More than 300 politicians, health experts and celebrities have called on US pharmaceutical company Gilead to allow the production of cheap, generic versions of a promising new HIV drug so it can reach people in developing countries who are hit hardest by the deadly disease.

The drug Lenacopavir could be a "real breakthrough" in the fight against HIV, according to an open letter to Gilead CEO Daniel O'Day signed by a number of former world leaders, AIDS groups, activists, actors and others.

Lenacopavir, which was approved for use in the United States and European Union in 2022, only needs to be administered twice a year, making it especially suitable for people typically "excluded from high-quality health care," the open letter says.

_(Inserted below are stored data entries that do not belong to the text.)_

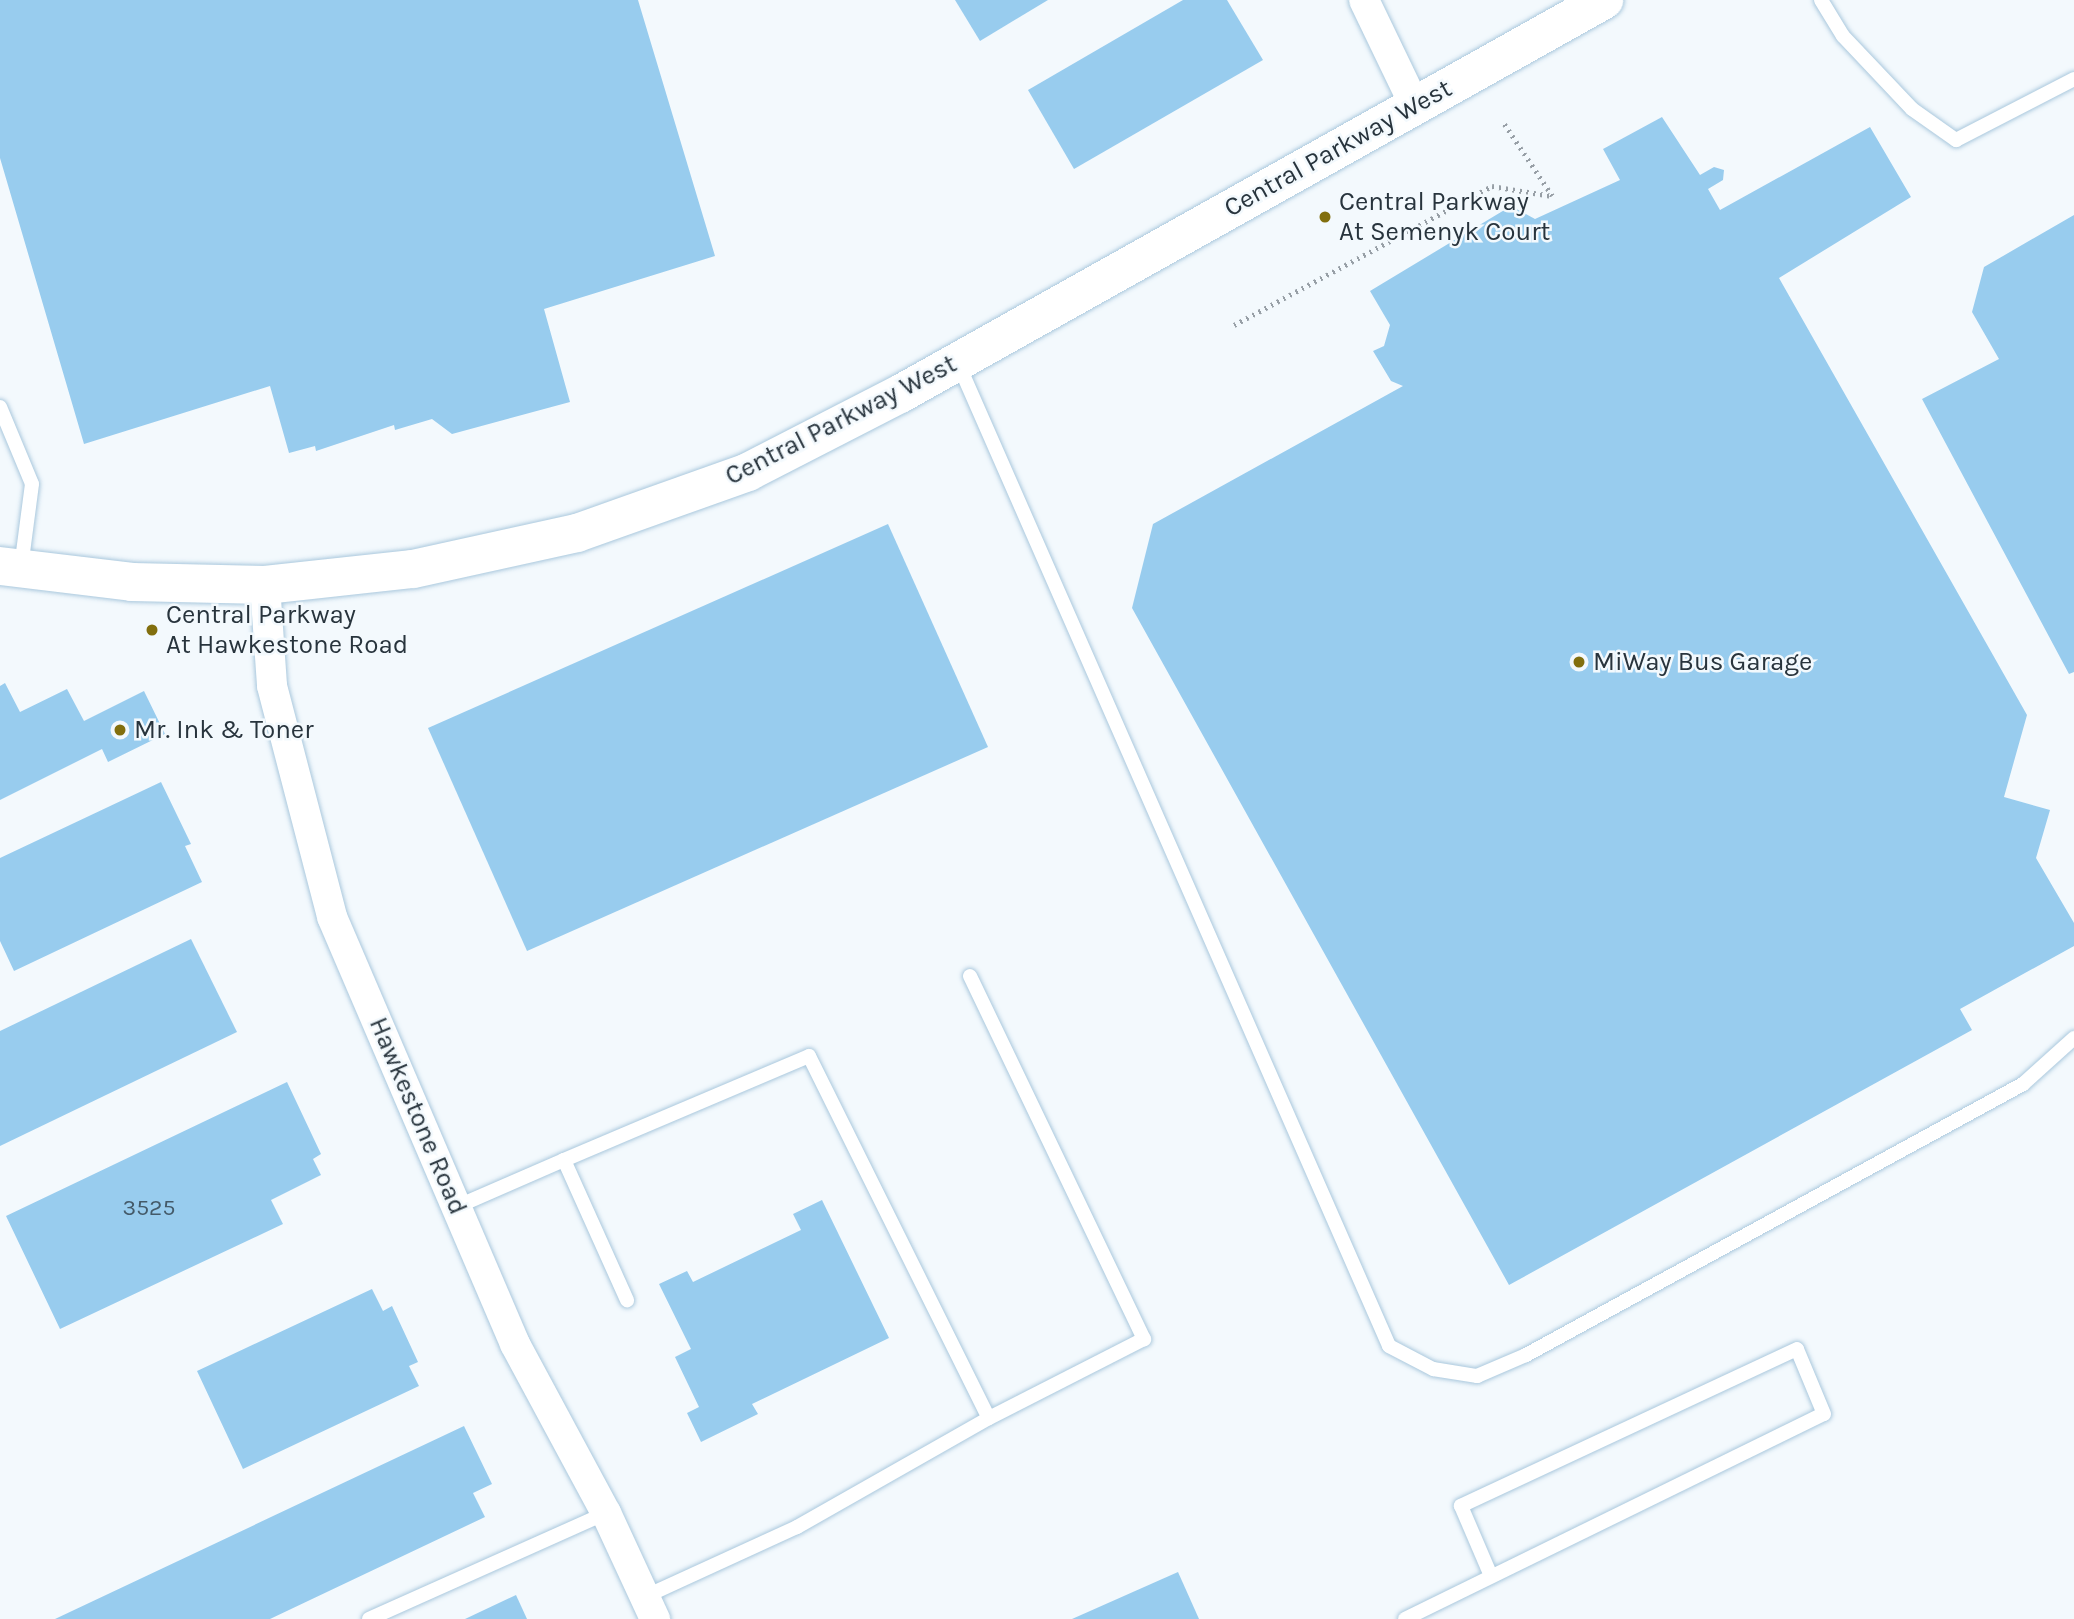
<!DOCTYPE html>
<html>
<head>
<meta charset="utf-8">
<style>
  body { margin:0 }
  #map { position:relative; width:2074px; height:1619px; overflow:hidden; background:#f3f9fd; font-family:Karla,sans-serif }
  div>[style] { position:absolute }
  .building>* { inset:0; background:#98ccee }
  .path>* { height:4.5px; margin-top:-2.25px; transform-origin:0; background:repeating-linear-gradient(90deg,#979fa6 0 2px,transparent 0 7px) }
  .roads { filter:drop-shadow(0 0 2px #aac8dd) drop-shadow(0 0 2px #aac8dd) }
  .lane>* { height:14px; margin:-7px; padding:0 7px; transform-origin:7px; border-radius:7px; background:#fff }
  .street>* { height:30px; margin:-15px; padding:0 15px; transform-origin:15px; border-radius:15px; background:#fff }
  .secondary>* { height:38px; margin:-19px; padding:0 19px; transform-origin:19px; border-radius:19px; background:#fff }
  .dots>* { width:19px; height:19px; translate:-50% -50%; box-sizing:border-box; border:4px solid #f3f9fd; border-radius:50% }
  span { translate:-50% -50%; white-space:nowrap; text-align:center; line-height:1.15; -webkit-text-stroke:5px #f3f9fd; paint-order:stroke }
  .number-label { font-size:23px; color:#445a69 }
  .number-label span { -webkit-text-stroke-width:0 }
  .street-label { font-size:26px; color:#28343d }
  .poi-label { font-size:26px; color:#28343d }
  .left { translate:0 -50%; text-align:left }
</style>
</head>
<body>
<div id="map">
  <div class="building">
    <div style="clip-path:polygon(0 0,638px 0,715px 256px,544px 309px,570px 402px,452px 434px,432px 419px,395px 430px,394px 425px,316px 451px,315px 446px,289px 453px,270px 386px,84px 444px,0 158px)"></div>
    <div style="clip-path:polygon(955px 0,1048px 0,980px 41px)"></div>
    <div style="clip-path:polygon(1183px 0,1227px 0,1263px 60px,1074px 169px,1028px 90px)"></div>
    <div style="clip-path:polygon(1662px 117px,1700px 175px,1714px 167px,1724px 170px,1723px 180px,1708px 189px,1720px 210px,1870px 127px,1911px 197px,1779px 278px,2027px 715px,2004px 797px,2050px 810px,2036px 858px,2074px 923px,2074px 946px,1960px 1009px,1972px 1030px,1509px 1285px,1132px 608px,1153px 524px,1403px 386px,1391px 381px,1373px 351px,1384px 346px,1390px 325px,1370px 291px,1511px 206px,1535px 219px,1620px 180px,1603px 149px)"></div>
    <div style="clip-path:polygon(2074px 215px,2074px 672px,2069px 674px,1922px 399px,1999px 359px,1972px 312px,1984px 267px)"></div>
    <div style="clip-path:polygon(888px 524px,988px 747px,527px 951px,428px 728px)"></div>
    <div style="clip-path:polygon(5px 683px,20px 712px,67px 689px,84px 721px,144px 691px,165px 734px,108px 762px,102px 749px,0 800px,0 686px)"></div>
    <div style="clip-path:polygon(161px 782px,191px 844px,185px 846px,202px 882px,14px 971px,0 941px,0 858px)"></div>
    <div style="clip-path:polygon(191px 939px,237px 1032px,0 1146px,0 1031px)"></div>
    <div style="clip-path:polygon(287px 1082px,321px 1154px,313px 1159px,321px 1175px,271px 1200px,283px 1224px,60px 1329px,6px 1216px)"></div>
    <div style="clip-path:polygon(822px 1200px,889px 1338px,752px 1404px,758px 1414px,701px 1442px,687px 1413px,699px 1407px,675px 1357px,691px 1349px,659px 1284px,687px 1271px,693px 1282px,801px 1230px,793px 1214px)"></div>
    <div style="clip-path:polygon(372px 1289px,383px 1311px,392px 1306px,418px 1362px,409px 1366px,419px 1386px,243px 1469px,197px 1371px)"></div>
    <div style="clip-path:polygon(464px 1426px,492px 1484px,473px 1493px,485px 1517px,270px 1619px,55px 1619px)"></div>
    <div style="clip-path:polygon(1178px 1572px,1199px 1619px,1072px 1619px)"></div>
    <div style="clip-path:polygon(516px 1595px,527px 1619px,465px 1619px)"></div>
  </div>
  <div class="path">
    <div style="left:1234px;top:325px;width:293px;rotate:-28.3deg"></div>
    <div style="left:1492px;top:186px;width:61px;rotate:9.5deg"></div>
    <div style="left:1552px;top:196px;width:90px;rotate:-123.7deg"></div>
  </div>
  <div class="roads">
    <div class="lane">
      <div style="left:1821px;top:0;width:42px;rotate:58.6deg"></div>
      <div style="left:1843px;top:36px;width:100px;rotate:46.6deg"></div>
      <div style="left:1912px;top:109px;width:54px;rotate:35.2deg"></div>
      <div style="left:1956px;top:140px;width:133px;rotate:-27.3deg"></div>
      <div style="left:958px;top:363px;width:1073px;rotate:66.32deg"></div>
      <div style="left:1389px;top:1346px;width:50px;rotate:27.6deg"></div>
      <div style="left:1433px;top:1369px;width:45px;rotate:9deg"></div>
      <div style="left:1477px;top:1376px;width:53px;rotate:-23.2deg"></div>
      <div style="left:1526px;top:1355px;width:566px;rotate:-28.6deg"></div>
      <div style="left:2023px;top:1084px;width:69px;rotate:-42deg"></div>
      <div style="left:0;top:407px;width:83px;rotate:67.4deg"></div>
      <div style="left:32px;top:484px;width:85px;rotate:97.5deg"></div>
      <div style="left:970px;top:976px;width:403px;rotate:64.4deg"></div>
      <div style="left:1144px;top:1339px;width:174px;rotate:153deg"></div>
      <div style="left:564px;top:1160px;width:266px;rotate:-23deg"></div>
      <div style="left:809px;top:1056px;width:404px;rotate:63.6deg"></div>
      <div style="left:989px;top:1418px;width:221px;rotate:150.4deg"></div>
      <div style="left:797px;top:1527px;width:166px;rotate:155.4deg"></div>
      <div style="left:456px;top:1207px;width:118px;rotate:-23.5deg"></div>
      <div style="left:564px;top:1160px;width:154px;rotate:65.8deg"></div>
      <div style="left:369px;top:1619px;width:260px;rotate:-24.1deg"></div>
      <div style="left:1405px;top:1619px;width:466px;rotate:-26.1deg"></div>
      <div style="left:1824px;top:1414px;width:70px;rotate:-112.6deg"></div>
      <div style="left:1797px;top:1349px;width:371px;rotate:155deg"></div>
      <div style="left:1461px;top:1506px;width:76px;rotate:66.8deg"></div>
    </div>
    <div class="street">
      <div style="left:1364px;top:0;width:115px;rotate:64.3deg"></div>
      <div style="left:265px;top:585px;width:101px;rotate:86deg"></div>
      <div style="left:272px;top:686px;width:239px;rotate:75.4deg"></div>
      <div style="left:332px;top:917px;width:465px;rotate:66.8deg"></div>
      <div style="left:515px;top:1344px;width:192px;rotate:61.7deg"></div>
      <div style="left:606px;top:1513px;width:117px;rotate:65.2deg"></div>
    </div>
    <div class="secondary">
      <div style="left:0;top:566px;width:133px;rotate:6.9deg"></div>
      <div style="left:132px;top:582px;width:133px;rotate:1.3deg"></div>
      <div style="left:265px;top:585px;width:149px;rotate:-6.2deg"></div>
      <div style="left:413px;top:569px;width:168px;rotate:-12.4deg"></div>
      <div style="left:577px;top:533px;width:182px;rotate:-19.6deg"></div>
      <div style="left:748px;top:472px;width:171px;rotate:-27.2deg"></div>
      <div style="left:900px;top:394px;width:807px;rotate:-29.23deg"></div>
    </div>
  </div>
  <div class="dots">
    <div style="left:1325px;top:217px;background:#826f0e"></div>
    <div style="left:152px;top:630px;background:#826f0e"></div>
    <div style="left:1579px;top:662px;background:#826f0e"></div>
    <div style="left:120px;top:730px;background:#826f0e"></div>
  </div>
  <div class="number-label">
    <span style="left:149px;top:1208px">3525</span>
  </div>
  <div class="street-label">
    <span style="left:1338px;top:148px;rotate:-29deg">Central Parkway West</span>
    <span style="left:841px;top:420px;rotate:-27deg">Central Parkway West</span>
    <span style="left:418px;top:1116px;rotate:67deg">Hawkestone Road</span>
  </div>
  <div class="poi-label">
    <span class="left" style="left:1339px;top:217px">Central Parkway<br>At Semenyk Court</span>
    <span class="left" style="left:166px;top:630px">Central Parkway<br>At Hawkestone Road</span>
    <span class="left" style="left:1593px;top:662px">MiWay Bus Garage</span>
    <span class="left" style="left:134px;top:730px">Mr. Ink &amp; Toner</span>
  </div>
</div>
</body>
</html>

"We call on Gilead to ensure that people living with or at risk of HIV in the Global South have access to this innovative drug at the same time as those in the Global North," the letter's authors added.

The signatories called on Gilead to license the drug through the UN-backed Patent Medicines Pool, which would allow the production of cheaper generic versions.

Two thirds of the 39 million people living with HIV in 2022 were in Africa, according to the World Health Organization. Africa also accounted for 380,000 of the 630,000 AIDS-related deaths worldwide that year, WHO data showed.

'Horror and shame' The letter states that "the world now remembers with horror and shame that it took 10 years and 12 million lives lost before generic versions of the first antiretroviral drugs became available worldwide."

"This innovation could help end AIDS as a public health threat by 2030 - but only if everyone who could benefit from it could access it."

Because it requires only two injections per year, the drug may be especially important for those who face stigma in HIV treatment, including young women, LGBTQ+ people, sex workers and people who use drugs, the letter says.

The letter's signatories include former heads of state, including former Liberian President Ellen Johnson Sirleaf and former Malawi President Joyce Banda.

UNAIDS Executive Director Winnie Byanyima and other humanitarian figures also signed the letter, as did actors including Gillian Anderson, Stephen Fry, Sharon Stone and Alan Cummings.

Another signatory, Françoise Barré-Sinoussi, the French scientist who discovered the HIV virus, lamented that “it is not science, but inequality that is the greatest obstacle in the fight against AIDS.”

On behalf of the scientists who paved the way for such new drugs, "I urge Gilead to eliminate much of this inequity and take a monumental step toward ending the AIDS pandemic," she said in a statement.

Lenacopavir, sold under the brand name Sunlenca, has been shown to reduce "viral load in patients with infections resistant to other treatments," according to the European Medicines Agency.